Previously, distributed broadcast encryption schemes were known from standard pairing-based assumptions or from powerful tools like indistinguishability obfuscation or witness encryption. In this talk, I will show how to construct distributed broadcast encryption scheme from the (falsifiable) \ell-succinct LWE assumption introduced by Wee (CRYPTO 2024). Previously, the only lattice-based candidate for distributed broadcast encryption goes through general-purpose witness encryption, which in turn is only known from the private-coin evasive LWE assumption, a strong and non-falsifiable lattice assumption. Along the way,  I'll also describe a more direct construction of broadcast encryption from \ell-succinct LWE that does not need any homomorphic evaluation machinery.
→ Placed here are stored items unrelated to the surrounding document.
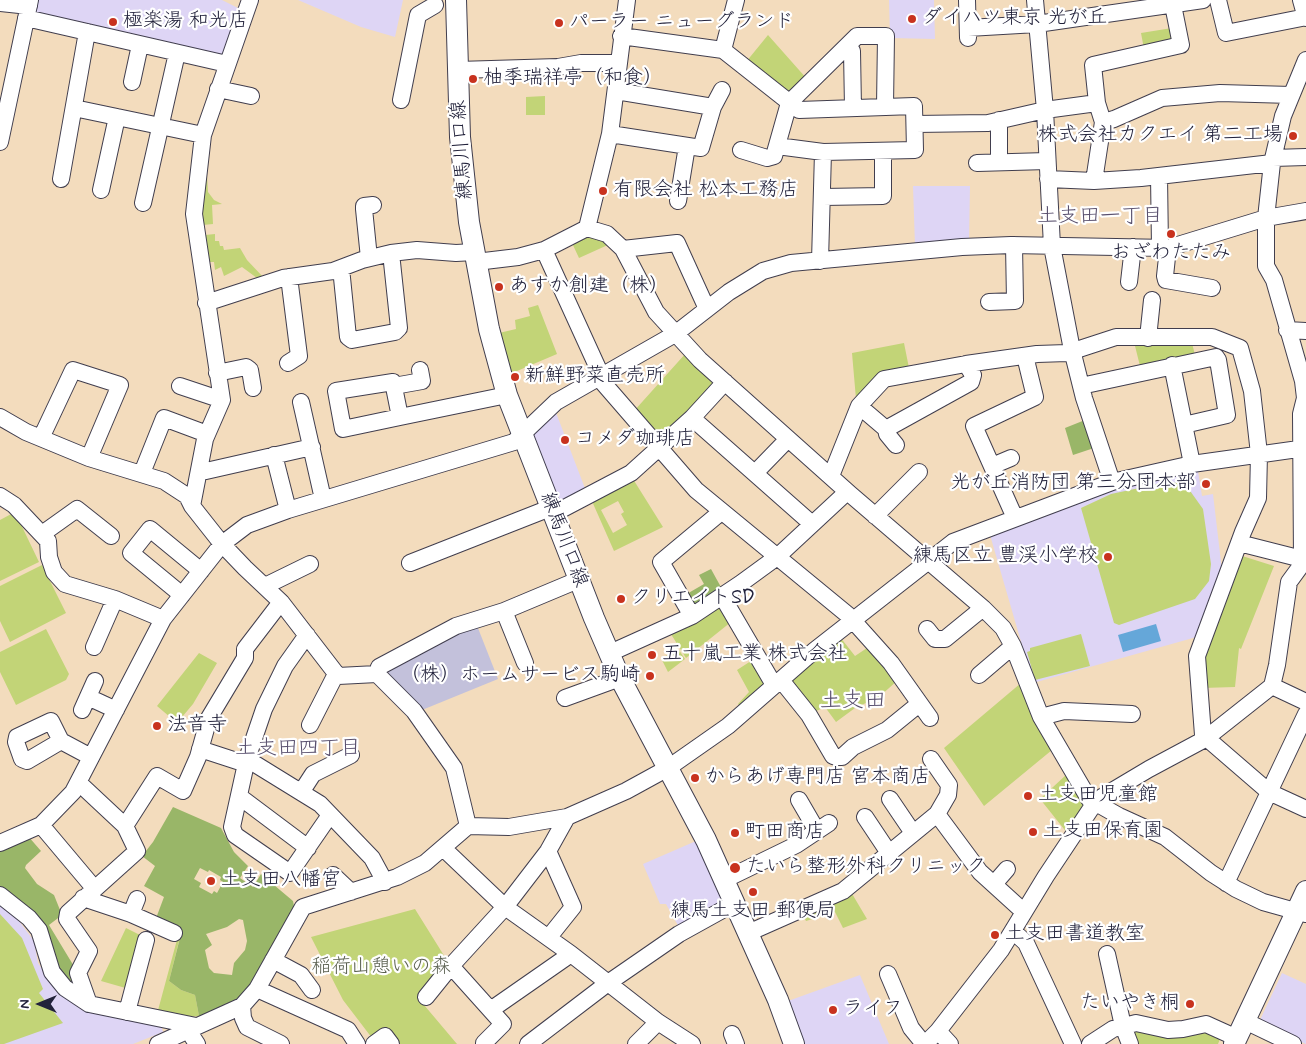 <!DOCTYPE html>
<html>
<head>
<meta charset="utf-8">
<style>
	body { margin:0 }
	#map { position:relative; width:1306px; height:1044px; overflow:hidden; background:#f3dcbd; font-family:Mynerve,sans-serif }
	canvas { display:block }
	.north { position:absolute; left:15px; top:979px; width:50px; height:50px; -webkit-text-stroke:4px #fff; paint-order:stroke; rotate:270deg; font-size:14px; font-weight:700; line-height:20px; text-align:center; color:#22223b }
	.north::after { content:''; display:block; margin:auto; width:18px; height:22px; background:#22223b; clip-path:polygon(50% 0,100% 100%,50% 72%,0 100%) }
</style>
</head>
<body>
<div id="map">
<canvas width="1306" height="1044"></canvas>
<div class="north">N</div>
</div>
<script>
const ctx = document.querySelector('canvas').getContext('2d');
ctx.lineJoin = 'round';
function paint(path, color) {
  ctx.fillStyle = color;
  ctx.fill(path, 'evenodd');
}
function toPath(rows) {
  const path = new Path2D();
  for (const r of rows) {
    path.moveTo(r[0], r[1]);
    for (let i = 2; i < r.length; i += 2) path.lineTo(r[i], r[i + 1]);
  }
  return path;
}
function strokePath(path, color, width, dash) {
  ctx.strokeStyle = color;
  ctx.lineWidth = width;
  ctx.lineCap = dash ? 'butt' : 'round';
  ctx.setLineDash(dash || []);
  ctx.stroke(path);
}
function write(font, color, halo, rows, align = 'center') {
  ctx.font = font + ' Mynerve,"Klee One",sans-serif';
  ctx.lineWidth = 4.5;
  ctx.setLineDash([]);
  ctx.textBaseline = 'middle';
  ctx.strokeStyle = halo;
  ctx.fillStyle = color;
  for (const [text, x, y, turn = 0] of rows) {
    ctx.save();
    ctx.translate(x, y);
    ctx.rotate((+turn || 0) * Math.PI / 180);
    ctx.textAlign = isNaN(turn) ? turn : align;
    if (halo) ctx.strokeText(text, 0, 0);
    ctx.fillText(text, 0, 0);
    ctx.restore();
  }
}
paint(toPath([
	[36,0,222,0,240,9,223,58,34,16],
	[298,0,403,0,395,37,361,27],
	[889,0,934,0,935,39,890,38],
	[913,186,970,186,969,242,915,246],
	[555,410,586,491,558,504,531,434],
	[1198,471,1202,496,1213,494,1223,579,1200,636,1033,683,990,535,1112,490],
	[696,841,724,901,680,929,666,904,660,904,643,864],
	[0,903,19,921,34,941,38,963,52,984,161,1025,163,1032,133,1044,0,1044],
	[1282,973,1306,984,1306,1044,1262,1026,1260,1020],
	[860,975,889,1044,804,1044,788,1001]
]), '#ded5f5');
paint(toPath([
	[476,623,498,679,422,710,391,680,386,666]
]), '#c3c1db');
paint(toPath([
	[1172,28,1175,40,1144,49,1141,33],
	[768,35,807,79,791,96,746,62],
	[545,96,545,115,526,115,526,97],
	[207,175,208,192,214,200,222,204,212,205,213,224,203,225,201,210],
	[215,234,215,241,219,241,220,246,223,246,224,250,240,248,247,260,264,278,261,281,242,267,224,276,221,267,215,270,214,262,208,262,205,235],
	[586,237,604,239,610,244,579,258,572,243],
	[538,305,557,354,510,374,499,333,516,329,515,320,530,316,528,308],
	[1134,342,1192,343,1195,355,1140,366],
	[904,343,909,368,856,399,852,353],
	[686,353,717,381,664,440,634,411],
	[633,479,663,527,614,551,591,499],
	[618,501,624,512,621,514,627,525,613,533,601,510],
	[1167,482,1178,483,1188,488,1203,509,1211,564,1209,581,1195,599,1119,625,1114,623,1081,508,1111,494],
	[15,512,39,562,0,581,0,520],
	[1239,555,1274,566,1241,649,1239,648,1235,687,1202,688,1201,654],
	[42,565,66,613,10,642,0,621,0,586],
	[720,606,731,622,686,658,669,631],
	[46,629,69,674,66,680,16,705,0,672,0,652],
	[1081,634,1090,666,1035,680,1027,652,1030,651,1030,648],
	[840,637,855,656,870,646,898,680,879,697,855,708,836,722,825,707,812,713,789,679],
	[679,650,685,659,668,672,661,658],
	[199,653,217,663,193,704,177,723,157,706],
	[754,659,766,686,741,708,738,704,749,692,737,670],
	[1021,683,1052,750,984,806,944,748],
	[1066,775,1084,803,1084,810,1068,834,1040,799],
	[851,892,867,919,843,928,835,912,806,921,803,915],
	[415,909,448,962,419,999,457,1044,395,1044,372,1038,343,1000,311,937],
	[0,914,22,938,43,989,39,993,63,1023,4,1044,0,1044],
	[126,928,142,936,129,989,101,981],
	[178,936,180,937,169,981,181,990,195,995,199,1016,174,1018,157,1014],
	[1131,1027,1202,1028,1220,1039,1218,1044,1133,1044]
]), '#c2d477');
paint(toPath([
	[1085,420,1094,448,1073,455,1065,428],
	[711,569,722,589,697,607,685,595,704,584,699,575],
	[173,807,221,828,234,852,248,866,240,878,253,887,261,874,293,901,295,911,248,994,216,1010,199,1016,195,995,181,990,169,981,181,934,155,921,164,897,144,886,155,866,142,856,153,842],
	[200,868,208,872,209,870,221,877,220,880,223,882,217,893,214,891,212,894,199,887,201,883,194,879],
	[239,919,243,920,247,941,245,950,234,963,232,975,214,973,209,968,205,950,212,945,206,934,227,927],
	[28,836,41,851,26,865,25,868,37,884,54,895,62,915,49,925,75,968,80,996,0,892,0,846]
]), '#99b668');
paint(toPath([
	[1156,624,1161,641,1123,652,1118,635]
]), '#65a7d9');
const minor = toPath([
	[967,0,968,38],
	[1035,0,1045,110,1052,246,1072,350,1084,398,1112,482],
	[1218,0,1226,33,1306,17],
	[1301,0,1306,18],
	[0,3,29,6],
	[26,18,227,64],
	[968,28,1037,24,1203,0],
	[621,36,723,50,799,110,914,106,915,150,823,152,777,146],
	[849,46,852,51,853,108],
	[723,50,736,0],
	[458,70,558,67,581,63,619,63],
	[132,82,140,45],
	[218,89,251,96],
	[616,91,713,107],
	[401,100,418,15,435,5],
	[1097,103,1093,65,1181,45,1173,5],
	[74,108,203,135],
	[999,120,999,162],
	[915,124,988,123,1045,110,1097,103,1103,122,1114,119,1162,98,1220,93,1291,95],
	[610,134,701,148,713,107,722,90],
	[0,142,30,0],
	[741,150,767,158,774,156,789,103,857,36,886,36,885,106],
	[1273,158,1306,157],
	[977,163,1047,161],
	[1159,176,1160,247],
	[61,179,87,32],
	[1048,179,1094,181,1141,178,1272,163],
	[1094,181,1103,122],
	[101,190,117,117],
	[823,197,883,196,883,151],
	[678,201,687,146],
	[143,203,177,53],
	[587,228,610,134,627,0],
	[1168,248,1165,276,1166,280,1212,288],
	[623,249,677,243,707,309],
	[544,250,601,375],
	[369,258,364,209,364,206,373,205],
	[820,261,823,152],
	[476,262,518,257,544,250,587,228,607,234,623,249,656,312,700,360,850,494,983,608,1003,628,1013,646,1041,717,1089,799,1119,816,1165,837,1211,873,1236,889,1263,902,1306,914],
	[341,268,348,337,352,340,395,332,399,328,391,253],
	[1129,282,1133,247],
	[989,302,1015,301,1014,245],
	[206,303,283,278,333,271,362,260,391,253,417,250,456,253,474,252],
	[1287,330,1306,331],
	[1148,338,1152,300],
	[288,363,299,356,289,277],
	[1172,365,1192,464],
	[217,373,246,367,250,370,253,388],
	[598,377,696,490,848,615,891,663,930,718],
	[180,386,222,400],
	[394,386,422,381,420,370],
	[1081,386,1216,357,1218,360,1227,415,1184,425],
	[301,402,323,499],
	[859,406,886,429,971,382,973,375,966,364],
	[0,417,26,432,89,458,164,481,187,496,192,506,222,544,245,568,281,602,338,676,377,674,414,711,454,768,468,826],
	[400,417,393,382,336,391,343,429,400,417,507,395],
	[692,418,812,524],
	[886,429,887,434,896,445],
	[41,438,73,370,120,385,89,458],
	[274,455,288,510],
	[992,466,1011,458],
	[199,470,206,471,312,447],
	[142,473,164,418,207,434],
	[755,473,788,439],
	[831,476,859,406,884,379,966,364,1037,354,1067,353,1116,337,1212,337,1240,348,1252,391,1259,454,1258,498,1243,532,1197,656,1203,735,1269,792,1306,809],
	[0,496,14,505,48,541,49,557,54,572,65,584,115,599,163,619],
	[192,506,205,439,222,400,194,214,203,135,250,0],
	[553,514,631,473,692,418,725,382],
	[875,516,919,472],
	[1015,518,974,426,1035,397,1025,356],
	[42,534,77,509,111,536],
	[1239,543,1302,559],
	[410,563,550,508],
	[265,586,310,564],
	[182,595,131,553,150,529,201,571],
	[722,596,774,685],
	[504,611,525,663],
	[692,616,661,562,721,512],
	[927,629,935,639,945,639,983,608],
	[307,635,285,666,264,709,247,759,232,827,235,835,290,873,330,815],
	[94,647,115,599],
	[610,653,692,616,740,584,777,557,847,492],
	[377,674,379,667,456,626,504,611,578,580],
	[979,675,1013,646],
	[781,680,809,715,833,756,836,757,842,757,853,747,887,730,919,704],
	[1272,686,1306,702],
	[88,697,116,710],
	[565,698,620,678],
	[82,710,95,681],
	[1041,717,1064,711,1132,714],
	[310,725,336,674],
	[61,741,27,761,22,759,16,742,17,737,51,721,61,741,91,757],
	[200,749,246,764],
	[247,759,320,804,372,858,385,882],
	[931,759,949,785,948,795,937,814],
	[79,783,125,826],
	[302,791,313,774,351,755],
	[240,797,308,848],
	[890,799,913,833],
	[799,800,817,831],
	[865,817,889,853],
	[41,825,94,888],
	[0,843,41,825,73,792,163,619,222,544,247,525,288,510,514,442,556,402,675,334,729,292,763,271,791,263,962,247,1011,245,1168,248,1266,218,1306,211],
	[443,848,505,907,571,954,658,1022,692,1044],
	[548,851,573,907,549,937],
	[333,875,351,892],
	[724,880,796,845,829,823],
	[1226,883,1306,714],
	[994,884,1007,869],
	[0,895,29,918,39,930,52,972,65,988,89,1004,196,1026],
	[83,898,131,914,174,933],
	[131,914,137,899],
	[1013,931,1026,943,1073,1044],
	[748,933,843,891,937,814,980,872,1024,912],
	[1107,954,1123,1026,1130,1044],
	[273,960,301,975,312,990],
	[451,966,503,1024,484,1043],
	[888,974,911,1028,924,1044],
	[257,989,348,1030,357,1044],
	[426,997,451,966,505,907,548,851,567,817],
	[89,1004,78,973,89,951,67,919,68,913,137,851,125,826,157,776,183,791,198,757,209,718,245,658,245,649,281,602],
	[242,1006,243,1018,247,1027,281,1044],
	[492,1009,571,954],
	[127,1012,146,940],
	[1245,1021,1293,1044],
	[188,1030,197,1044],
	[938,1031,950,1044],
	[732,1034,736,1044],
	[158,1044,242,1006,257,989,303,907,397,877,425,863,468,826,509,827,567,817,626,791,668,768,728,726,815,650,953,542,1112,482,1192,464,1306,448],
	[374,1044,385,1036,391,1044],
	[528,1044,608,983,679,934,735,903],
	[636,1044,658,1022],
	[925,1044,938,1031,1001,950,1046,876,1094,804,1102,797,1149,769,1205,739,1272,686,1277,665,1289,582,1300,567,1302,559,1301,414,1305,398,1303,381,1274,280,1266,266,1266,218,1272,163,1283,116,1306,60],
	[1090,1044,1113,1029,1136,1023,1168,1030,1183,1029,1206,1024,1237,1038]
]);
const major = toPath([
	[456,0,460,137,469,222,489,329,507,395,594,618,620,678,706,840,778,1000,794,1044],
	[1234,1044,1306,891]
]);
strokePath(minor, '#413e4e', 18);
strokePath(major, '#413e4e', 22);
strokePath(minor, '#fff', 16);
strokePath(major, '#fff', 20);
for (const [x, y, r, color] of [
	[912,19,5,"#c8321e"],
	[113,22,5,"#c8321e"],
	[559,23,5,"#c8321e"],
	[473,79,5,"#c8321e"],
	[1293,136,5,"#c8321e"],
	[603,191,5,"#c8321e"],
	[1171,234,5,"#c8321e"],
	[499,287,5,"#c8321e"],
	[515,377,5,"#c8321e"],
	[565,440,5,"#c8321e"],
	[1206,484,5,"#c8321e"],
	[1108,557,5,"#c8321e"],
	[621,599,5,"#c8321e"],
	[652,655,5,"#c8321e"],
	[650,676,5,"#c8321e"],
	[157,726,5,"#c8321e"],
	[695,778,5,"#c8321e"],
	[1028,796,5,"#c8321e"],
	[1033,832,5,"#c8321e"],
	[735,833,5,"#c8321e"],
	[735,868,6,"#c8321e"],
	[211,881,5,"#c8321e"],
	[753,892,5,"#c8321e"],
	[995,935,5,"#c8321e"],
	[1190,1004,5,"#c8321e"],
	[833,1010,5,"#c8321e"]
]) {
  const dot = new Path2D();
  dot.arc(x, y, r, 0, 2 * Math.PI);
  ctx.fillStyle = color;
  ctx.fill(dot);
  strokePath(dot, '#fff', 2);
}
write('20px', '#22223b', '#fff', [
	["ダイハツ東京 光が丘",922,19],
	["極楽湯 和光店",123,22],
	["パーラー ニューグランド",569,23],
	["柚季瑞祥亭（和食）",483,79],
	["株式会社カクエイ 第二工場",1283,136,"right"],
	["有限会社 松本工務店",613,191],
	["おざわたたみ",1171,254,"center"],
	["あすか創建（株）",509,287],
	["新鮮野菜直売所",525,377],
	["コメダ珈琲店",575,440],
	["光が丘消防団 第三分団本部",1196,484,"right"],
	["練馬区立 豊渓小学校",1098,557,"right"],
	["クリエイトSD",631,599],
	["五十嵐工業 株式会社",662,655],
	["（株）ホームサービス駒崎",640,676,"right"],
	["法音寺",167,726],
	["からあげ専門店 宮本商店",705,778],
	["土支田児童館",1038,796],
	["土支田保育園",1043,832],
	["町田商店",745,833],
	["たいら整形外科クリニック",746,868],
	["土支田八幡宮",221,881],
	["練馬土支田 郵便局",753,912,"center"],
	["土支田書道教室",1005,935],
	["たいやき桐",1180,1004,"right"],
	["ライフ",843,1010]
], 'left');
write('20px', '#22223b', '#fff', [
	["練馬川口線",463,150,-94],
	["練馬川口線",563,540,69]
]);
write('20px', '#5a6050', '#fff', [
	["稲荷山憩いの森",381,968]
]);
write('21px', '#584f6d', '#fff', [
	["土支田一丁目",1100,218],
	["土支田四丁目",298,750]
]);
write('22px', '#584f6d', '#fff', [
	["土支田",853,702]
]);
</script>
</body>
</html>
Joint work with Jeffrey Champion

Jeff Xu, CMU

Title: Average-Case Sum-of-Squares Lower Bounds for Crytographers.

Abstract: The Sum-of-Squares (SoS) hierarchy of semidefinite programs is a powerful algorithmic paradigm which captures state-of-the-art algorithmic guarantee, and in the average case setting, SoS lower bounds provide strong evidence of algorithmic hardness or information-computation gaps. I will discuss the techniques for proving lower Bounds for statistical problems, and if time permitted, sketch upon some major challenges addressed in recent works. Despite the progress in this field, it has not attracted much attention from the crypto community. Towards this end, I will try to mention few challenges residing in the intersection of these two areas.